Seek to have an older and a younger friend or friends who share your interests and talk to them about missions. If you can get to know some missionaries, talk to them, write to them, ask them all your questions. Find out who the missionaries are at your church or if you don't have any, find some through friends and write to them and ask them what it's like and give them your very particular questions.
Go to visit them on the mission field. Do a short-term missionary project. Lots of people wind up in long-term missions because they did a short-term project that missionaries find helpful, not just that you find interesting. You want to serve when you go. You want to serve. You're not there for entertainment and you're not there for a cross-cultural experience.
You're there to serve and you get all that other stuff thrown in. Read missionary biography. Read William Carey, A Faithful Witness is the name of the book by Timothy George and there are others. Read To the Golden Shore by Courtney Anderson, the biography of Adoniram Judson. Read John Patton's autobiography.
Read Peace Child and Lords of the Earth and Eternity in Their Hearts by Dawn Richardson. These are books that will just fire your imagination and stir up your faith and your hope and your joy. Read Hudson Taylor and his story written by his grandchildren or his own book, Hudson Taylor's Spiritual Secret.
Read history of missions like Stephen Neal's history of missions or Dana Robert, Christian missions. Look at websites like joshuaproject.net and try to understand the scope of the need and the nature of unreached peoples. Check out online mission agencies.

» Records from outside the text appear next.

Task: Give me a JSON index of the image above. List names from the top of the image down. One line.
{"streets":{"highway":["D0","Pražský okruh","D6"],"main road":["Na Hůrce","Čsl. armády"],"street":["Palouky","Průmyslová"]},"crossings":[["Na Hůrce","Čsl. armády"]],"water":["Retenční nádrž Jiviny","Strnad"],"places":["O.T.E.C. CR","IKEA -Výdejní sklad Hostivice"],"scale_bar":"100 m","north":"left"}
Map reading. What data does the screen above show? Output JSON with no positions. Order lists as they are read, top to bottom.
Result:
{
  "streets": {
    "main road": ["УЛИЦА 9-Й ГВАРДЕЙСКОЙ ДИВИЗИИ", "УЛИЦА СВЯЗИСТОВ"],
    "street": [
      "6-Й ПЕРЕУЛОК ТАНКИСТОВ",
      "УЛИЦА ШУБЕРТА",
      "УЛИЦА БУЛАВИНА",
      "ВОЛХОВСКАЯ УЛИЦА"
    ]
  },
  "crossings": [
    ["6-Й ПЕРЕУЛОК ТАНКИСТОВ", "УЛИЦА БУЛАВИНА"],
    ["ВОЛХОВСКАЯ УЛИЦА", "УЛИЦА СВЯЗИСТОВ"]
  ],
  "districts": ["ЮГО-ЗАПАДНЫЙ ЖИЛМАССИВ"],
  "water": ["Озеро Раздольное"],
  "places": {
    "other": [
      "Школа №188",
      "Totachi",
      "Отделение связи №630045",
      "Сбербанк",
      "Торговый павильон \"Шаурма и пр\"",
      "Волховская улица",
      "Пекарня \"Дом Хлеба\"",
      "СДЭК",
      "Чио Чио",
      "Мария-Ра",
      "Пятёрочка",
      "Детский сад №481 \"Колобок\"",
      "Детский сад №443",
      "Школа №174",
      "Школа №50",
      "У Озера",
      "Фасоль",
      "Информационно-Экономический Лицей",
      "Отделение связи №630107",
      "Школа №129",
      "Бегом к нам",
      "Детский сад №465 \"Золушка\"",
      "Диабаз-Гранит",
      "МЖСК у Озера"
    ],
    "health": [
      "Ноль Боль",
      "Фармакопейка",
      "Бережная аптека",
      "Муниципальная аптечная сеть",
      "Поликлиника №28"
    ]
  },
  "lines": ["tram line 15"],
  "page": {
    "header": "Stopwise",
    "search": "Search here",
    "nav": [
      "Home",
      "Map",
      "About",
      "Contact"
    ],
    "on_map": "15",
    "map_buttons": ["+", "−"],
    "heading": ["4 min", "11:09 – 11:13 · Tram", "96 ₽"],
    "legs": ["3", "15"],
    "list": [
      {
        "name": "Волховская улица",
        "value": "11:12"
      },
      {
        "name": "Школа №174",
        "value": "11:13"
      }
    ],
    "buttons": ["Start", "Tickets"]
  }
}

Get to know a few mission agencies. First start with your own denomination.
If you're in a church and it has a denomination and they have a world missions board, ask your pastor what it is, how to get in touch with it, if it has a website and just get to know your own denominational mission focus. And then outside that, there are lots of interdenominational mission boards and I think it would be great just to scan their websites and read about what God's doing.
And here's a few of them. Pioneers, Frontiers, Wycliffe, TEAM, to every tribe, Action International Ministries, AIM, SIM, IMB, WEC, SEND, SEND. These are all, you can rewind this podcast and just go online, say type in mission agency in one of those and you can find out all kinds of things that God is doing and maybe be stirred up for a particular place or people.
And maybe the last thing I'd say is come to the Cross Conference in Louisville. This is a conference that I was part of founding and the first one, we got about 3,500 folks signed up. So I guess I'm hoping for 4,000 or 5,000 young people, these are students and seniors in high school I think could be included.
So Louisville, December 27 to 28, you can go online and find thecrosscon.com and be a part of that. That is a tremendous encouragement when you're with a whole lot of other students who have the same kind of questions and the same kind of prayers you do. So my prayer is that God will make this question that's been asked here, the question of thousands, thousands of young people and that they'll raise them and seek to find all the practical ways that God has of showing them a pathway into missions.
I pray that God will raise up an army of goers in our day among young people with the gospel of peace. Yes. Amen. Thank you, Pastor John. And just to reiterate the importance of the Cross Conference, which begins on December 27th in Louisville, Kentucky, it's a large conference with several excellent speakers.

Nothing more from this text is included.